━━ Provided entries ━━

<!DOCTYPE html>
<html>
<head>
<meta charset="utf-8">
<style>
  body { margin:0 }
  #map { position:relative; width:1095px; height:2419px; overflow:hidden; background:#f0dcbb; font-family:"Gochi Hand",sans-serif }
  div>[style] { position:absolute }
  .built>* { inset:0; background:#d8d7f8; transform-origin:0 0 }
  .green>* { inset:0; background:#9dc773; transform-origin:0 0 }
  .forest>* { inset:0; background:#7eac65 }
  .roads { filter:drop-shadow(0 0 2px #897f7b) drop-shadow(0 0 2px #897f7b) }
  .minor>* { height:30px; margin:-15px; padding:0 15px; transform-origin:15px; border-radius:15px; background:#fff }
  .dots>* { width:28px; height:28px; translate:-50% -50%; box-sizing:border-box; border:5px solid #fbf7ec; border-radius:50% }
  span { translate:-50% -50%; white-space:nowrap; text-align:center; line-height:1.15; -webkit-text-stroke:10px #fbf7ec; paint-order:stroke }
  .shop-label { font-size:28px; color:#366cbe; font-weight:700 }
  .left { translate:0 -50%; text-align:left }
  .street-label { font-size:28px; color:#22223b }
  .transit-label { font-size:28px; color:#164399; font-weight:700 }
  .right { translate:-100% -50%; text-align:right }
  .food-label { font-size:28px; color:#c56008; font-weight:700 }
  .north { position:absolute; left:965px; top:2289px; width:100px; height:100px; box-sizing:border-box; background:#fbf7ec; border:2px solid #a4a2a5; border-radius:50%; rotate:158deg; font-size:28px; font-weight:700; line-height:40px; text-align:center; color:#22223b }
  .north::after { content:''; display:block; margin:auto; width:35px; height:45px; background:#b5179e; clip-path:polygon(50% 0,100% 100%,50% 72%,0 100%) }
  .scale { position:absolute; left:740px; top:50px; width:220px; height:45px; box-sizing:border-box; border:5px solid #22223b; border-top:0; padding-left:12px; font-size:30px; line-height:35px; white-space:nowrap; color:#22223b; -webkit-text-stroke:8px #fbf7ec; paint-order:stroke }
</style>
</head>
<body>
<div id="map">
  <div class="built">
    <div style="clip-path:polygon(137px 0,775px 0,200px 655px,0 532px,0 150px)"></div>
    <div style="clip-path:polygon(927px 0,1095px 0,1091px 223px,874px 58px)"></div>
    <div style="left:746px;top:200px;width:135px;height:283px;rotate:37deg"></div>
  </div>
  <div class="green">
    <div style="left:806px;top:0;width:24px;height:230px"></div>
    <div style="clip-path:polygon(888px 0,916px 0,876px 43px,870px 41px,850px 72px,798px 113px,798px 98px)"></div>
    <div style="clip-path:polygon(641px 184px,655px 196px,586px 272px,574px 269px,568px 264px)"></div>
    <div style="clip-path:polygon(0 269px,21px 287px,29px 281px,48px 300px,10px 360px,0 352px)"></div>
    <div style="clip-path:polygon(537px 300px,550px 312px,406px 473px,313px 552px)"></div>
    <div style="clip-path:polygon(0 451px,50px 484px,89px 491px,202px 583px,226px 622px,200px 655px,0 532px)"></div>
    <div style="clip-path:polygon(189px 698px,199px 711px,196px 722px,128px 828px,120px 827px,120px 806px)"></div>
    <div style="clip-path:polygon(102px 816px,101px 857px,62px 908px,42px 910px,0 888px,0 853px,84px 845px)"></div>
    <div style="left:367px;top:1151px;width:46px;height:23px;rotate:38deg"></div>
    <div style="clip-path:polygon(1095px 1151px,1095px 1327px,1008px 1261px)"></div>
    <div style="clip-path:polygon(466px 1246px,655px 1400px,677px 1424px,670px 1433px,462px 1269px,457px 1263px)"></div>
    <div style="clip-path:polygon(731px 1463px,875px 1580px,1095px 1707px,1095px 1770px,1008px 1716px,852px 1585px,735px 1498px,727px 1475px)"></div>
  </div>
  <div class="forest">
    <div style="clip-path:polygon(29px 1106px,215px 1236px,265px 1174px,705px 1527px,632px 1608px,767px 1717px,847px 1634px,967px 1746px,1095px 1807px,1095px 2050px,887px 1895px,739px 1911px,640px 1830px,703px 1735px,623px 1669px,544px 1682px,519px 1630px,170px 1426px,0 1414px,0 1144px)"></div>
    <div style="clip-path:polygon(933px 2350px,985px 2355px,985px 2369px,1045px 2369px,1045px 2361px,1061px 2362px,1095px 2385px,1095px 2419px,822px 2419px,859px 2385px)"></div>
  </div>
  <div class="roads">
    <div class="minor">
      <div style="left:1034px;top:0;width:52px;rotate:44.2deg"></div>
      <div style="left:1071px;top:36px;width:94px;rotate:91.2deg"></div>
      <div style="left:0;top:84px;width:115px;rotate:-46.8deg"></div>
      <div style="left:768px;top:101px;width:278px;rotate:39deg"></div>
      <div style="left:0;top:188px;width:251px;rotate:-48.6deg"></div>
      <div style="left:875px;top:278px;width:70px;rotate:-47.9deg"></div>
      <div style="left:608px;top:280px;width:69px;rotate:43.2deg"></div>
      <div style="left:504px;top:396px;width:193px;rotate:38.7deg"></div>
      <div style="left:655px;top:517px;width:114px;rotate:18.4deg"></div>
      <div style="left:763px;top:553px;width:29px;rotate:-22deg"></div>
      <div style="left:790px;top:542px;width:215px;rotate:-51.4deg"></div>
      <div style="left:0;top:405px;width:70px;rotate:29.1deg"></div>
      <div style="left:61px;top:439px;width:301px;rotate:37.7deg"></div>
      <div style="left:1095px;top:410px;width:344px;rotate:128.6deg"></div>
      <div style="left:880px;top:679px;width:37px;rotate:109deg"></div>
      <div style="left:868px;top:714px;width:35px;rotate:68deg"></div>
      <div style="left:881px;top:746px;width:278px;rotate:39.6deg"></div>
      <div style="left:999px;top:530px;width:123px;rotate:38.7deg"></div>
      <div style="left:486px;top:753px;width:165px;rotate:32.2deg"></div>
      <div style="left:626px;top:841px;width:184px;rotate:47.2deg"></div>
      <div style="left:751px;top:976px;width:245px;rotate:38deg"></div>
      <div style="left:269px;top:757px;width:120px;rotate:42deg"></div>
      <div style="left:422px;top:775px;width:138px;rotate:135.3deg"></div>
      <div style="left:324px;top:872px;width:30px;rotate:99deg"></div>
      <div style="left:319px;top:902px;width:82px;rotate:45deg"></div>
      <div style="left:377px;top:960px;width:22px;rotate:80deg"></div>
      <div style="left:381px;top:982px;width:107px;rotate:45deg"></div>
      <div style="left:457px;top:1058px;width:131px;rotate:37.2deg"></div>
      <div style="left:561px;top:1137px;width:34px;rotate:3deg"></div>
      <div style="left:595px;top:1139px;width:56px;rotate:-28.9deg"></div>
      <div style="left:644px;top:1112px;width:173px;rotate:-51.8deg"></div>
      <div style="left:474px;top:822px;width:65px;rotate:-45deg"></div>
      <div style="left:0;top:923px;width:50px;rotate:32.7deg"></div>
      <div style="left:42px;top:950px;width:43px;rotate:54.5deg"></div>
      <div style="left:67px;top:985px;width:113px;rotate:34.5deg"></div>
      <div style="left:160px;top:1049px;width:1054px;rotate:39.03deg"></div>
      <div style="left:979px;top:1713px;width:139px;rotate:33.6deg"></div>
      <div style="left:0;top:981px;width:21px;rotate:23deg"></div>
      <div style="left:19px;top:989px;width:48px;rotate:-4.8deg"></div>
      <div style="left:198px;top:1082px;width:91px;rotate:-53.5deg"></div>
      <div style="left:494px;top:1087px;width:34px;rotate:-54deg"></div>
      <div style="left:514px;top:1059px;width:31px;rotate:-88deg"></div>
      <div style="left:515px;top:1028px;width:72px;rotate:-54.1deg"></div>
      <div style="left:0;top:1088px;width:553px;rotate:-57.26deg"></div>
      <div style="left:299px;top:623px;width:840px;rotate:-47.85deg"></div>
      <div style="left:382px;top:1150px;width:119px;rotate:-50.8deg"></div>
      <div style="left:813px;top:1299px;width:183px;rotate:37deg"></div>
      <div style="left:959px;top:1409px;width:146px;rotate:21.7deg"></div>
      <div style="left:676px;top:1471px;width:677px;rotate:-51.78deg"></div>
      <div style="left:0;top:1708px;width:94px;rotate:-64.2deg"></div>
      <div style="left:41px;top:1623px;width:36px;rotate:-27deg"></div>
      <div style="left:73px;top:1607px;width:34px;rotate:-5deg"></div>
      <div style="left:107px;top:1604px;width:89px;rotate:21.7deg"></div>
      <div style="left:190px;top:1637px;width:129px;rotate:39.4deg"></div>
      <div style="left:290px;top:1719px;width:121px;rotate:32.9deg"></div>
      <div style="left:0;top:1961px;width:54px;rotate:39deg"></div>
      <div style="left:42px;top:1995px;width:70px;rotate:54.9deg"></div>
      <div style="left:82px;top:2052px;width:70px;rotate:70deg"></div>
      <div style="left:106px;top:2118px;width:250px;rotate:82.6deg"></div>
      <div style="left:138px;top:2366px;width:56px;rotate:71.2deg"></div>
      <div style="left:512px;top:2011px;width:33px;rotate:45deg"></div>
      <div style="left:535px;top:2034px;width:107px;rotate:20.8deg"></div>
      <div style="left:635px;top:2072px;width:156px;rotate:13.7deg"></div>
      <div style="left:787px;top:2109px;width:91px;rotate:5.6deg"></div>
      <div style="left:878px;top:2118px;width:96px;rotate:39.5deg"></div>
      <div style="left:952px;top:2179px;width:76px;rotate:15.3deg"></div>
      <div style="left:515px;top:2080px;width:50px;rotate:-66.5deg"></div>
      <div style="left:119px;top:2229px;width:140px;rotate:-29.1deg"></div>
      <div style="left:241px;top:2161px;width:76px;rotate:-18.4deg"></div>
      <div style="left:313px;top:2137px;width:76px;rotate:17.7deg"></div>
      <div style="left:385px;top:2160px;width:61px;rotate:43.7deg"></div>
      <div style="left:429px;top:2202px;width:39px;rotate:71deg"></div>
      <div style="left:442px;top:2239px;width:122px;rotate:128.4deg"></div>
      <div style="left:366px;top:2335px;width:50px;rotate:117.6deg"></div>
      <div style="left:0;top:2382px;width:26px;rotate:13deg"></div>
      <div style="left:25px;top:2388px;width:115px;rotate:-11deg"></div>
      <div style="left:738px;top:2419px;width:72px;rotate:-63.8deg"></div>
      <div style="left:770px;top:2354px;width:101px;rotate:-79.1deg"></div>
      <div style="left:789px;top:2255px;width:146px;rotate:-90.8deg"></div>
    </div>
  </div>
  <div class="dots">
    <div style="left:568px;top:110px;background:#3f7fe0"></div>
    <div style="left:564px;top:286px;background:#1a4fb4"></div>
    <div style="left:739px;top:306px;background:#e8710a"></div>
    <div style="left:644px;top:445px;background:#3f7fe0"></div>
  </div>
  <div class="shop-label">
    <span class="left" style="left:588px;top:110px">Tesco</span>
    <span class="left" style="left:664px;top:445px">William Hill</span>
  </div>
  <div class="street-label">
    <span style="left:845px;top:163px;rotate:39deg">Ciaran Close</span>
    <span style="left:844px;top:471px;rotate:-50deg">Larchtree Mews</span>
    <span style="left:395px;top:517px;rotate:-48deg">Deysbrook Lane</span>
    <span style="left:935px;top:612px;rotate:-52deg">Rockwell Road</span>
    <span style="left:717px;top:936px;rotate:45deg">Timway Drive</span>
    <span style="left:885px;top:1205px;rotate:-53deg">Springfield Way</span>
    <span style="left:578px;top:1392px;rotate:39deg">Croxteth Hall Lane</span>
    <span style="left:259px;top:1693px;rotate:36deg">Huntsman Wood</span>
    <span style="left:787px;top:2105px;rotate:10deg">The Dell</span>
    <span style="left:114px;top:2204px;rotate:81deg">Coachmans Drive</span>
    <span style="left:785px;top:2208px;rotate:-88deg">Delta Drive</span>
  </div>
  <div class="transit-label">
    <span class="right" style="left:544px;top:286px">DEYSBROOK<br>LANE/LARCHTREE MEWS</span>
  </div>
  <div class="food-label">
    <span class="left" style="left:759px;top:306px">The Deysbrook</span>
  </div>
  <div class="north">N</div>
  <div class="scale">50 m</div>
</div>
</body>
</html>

━━━

Assigned task: What lines in the entries contain "green"? Report each one by copying it.

Output:
  .green>* { inset:0; background:#9dc773; transform-origin:0 0 }
  <div class="green">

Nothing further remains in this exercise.